@Jim I am not capable of following the wiki article, my bad. Your posted middle formula does the trick for me though, thanks:
In[9]:= V1 = 1/10 + 7/10 + 2/10;(* ==1, True*)
V2 = (1/10)^2 + (7/10)^2 + (2/10)^2;(* ==(27/50), True *)
176/(V1 - (V2/V1))
Out[9]= 8800/23
So … Mathematica uses the formula for the "Reliability weights-weighted unbiased (estimate of) sample variance", aha good to know! I find the explanation elsewhere more understandable, especially the paraphrase "this expression reduces to the unweighted bias-corrected sample variance with the familiar
$\frac{1}{n-1}$ factor when there are
$n$ equal weights in the population". Wiki claims that the expectancy of this quantity equals the population variance:
$\mathcal{E}[s_w^2]=\sigma _{\text{actual}}^2$
Two things i learn from this (please correct if i'm mistaken):
- wdata and data are not related in any way, if data is to be viewed as a sample with
$n=10$ observations. hence the results Out[2] and Out[8] have a very different meaning. In particular, the weights in In[8] do represent the weights in the population, not the weighting of
$-30$ (and of
$10$ and
$20$) within the sample! For 2 days i was wrong, thinking the opposite; whose fault is it? I am gonna blame the ones whose job is to tell/teach the right thing fully, clearly, exemplarily but didn't do so.

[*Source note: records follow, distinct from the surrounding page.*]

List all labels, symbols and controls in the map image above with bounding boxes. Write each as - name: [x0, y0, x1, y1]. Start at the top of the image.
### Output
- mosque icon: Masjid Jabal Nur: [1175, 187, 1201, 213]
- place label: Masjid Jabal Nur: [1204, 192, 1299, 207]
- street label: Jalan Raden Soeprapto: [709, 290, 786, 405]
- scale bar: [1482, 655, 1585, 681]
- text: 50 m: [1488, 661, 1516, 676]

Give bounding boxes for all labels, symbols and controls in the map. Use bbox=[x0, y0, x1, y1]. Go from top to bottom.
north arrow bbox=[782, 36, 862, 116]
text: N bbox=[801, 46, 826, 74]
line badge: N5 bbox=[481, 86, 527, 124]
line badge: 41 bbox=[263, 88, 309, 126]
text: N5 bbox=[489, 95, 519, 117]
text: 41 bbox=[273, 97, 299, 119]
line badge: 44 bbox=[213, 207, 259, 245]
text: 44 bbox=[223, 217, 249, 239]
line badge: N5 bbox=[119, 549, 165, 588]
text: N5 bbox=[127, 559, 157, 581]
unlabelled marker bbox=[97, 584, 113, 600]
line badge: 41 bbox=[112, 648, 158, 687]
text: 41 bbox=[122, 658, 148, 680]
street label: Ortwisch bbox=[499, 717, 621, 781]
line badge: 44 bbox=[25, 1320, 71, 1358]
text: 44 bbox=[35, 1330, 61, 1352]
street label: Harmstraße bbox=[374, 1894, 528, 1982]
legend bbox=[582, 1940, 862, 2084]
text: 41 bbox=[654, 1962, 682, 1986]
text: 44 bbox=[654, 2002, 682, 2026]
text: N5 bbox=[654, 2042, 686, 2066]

- The quality of this estimator function is not too good, its "convergence" (and performance) is slow. It is interesting to learn that the estimator does indeed its job (and better for increasing sample sizes
$n$) but using the regular estimator
$s_{N-1}^2$ gives a far higher quality estimation of the population variance:
$\mathcal{E}(s_{N-1}^2)=\sigma _{\text{actual}}^2$
Here are two codes to illustrate the correct use of the Variance function on sample data (not population data). The first variant is more intelligible but the second variant should be preferred imho. It is good to know both for learning/doing statistics in
$Wolfram$
$L$.
n = 10;(* taking n observations PER SAMPLE *)
A = Tuples[{0, 1}, n];(* drawing with replacement *)
prules = {0 -> 1/3, 1 -> 2/3};(* the 2 elements in population are weighted *)
Total[A /. a : {_?NumericQ ..} :> Variance[WeightedData[a, a /. prules]]]/Length[A] (* should converge to 2/9 *)
As opposed to working with the unbiased sample variance:
piData = Sort@(A /. a : {_?NumericQ ..} :> {Variance[a], Times @@ (a /. prules)});
pData = {#[[1, 1]], Total[#[[All, 2]]]} & /@ Split[piData, First[#1] == First[#2] &];
var = Times @@@ pData // Total (* expectancy of s^2 is 2/9 *)
This was really essential for me to figure out, i am slowly understanding what the built-in statistics functions do for me, hehe. Also i am still wondering if the Mathematica of today is better than Mathstatica (powered by Mathematica) and the ubiquitous
$R$ for programming in stochastics/statistics. Today i got my hands on the two Murray Spiegel Schaum's Outline workbooks on statistics. Oh, just found a new one, hmmm.
@Mike I was frustrated indeed for 48h haha but things are clearing up now. Thanks for your attention, appreciated! Hope you enjoyed this 'contribution'. I am all new to statistics, so my steps are tiny but need to be firmly rooted (for "knowing what i am doing" — very important when handling a software application, or maths).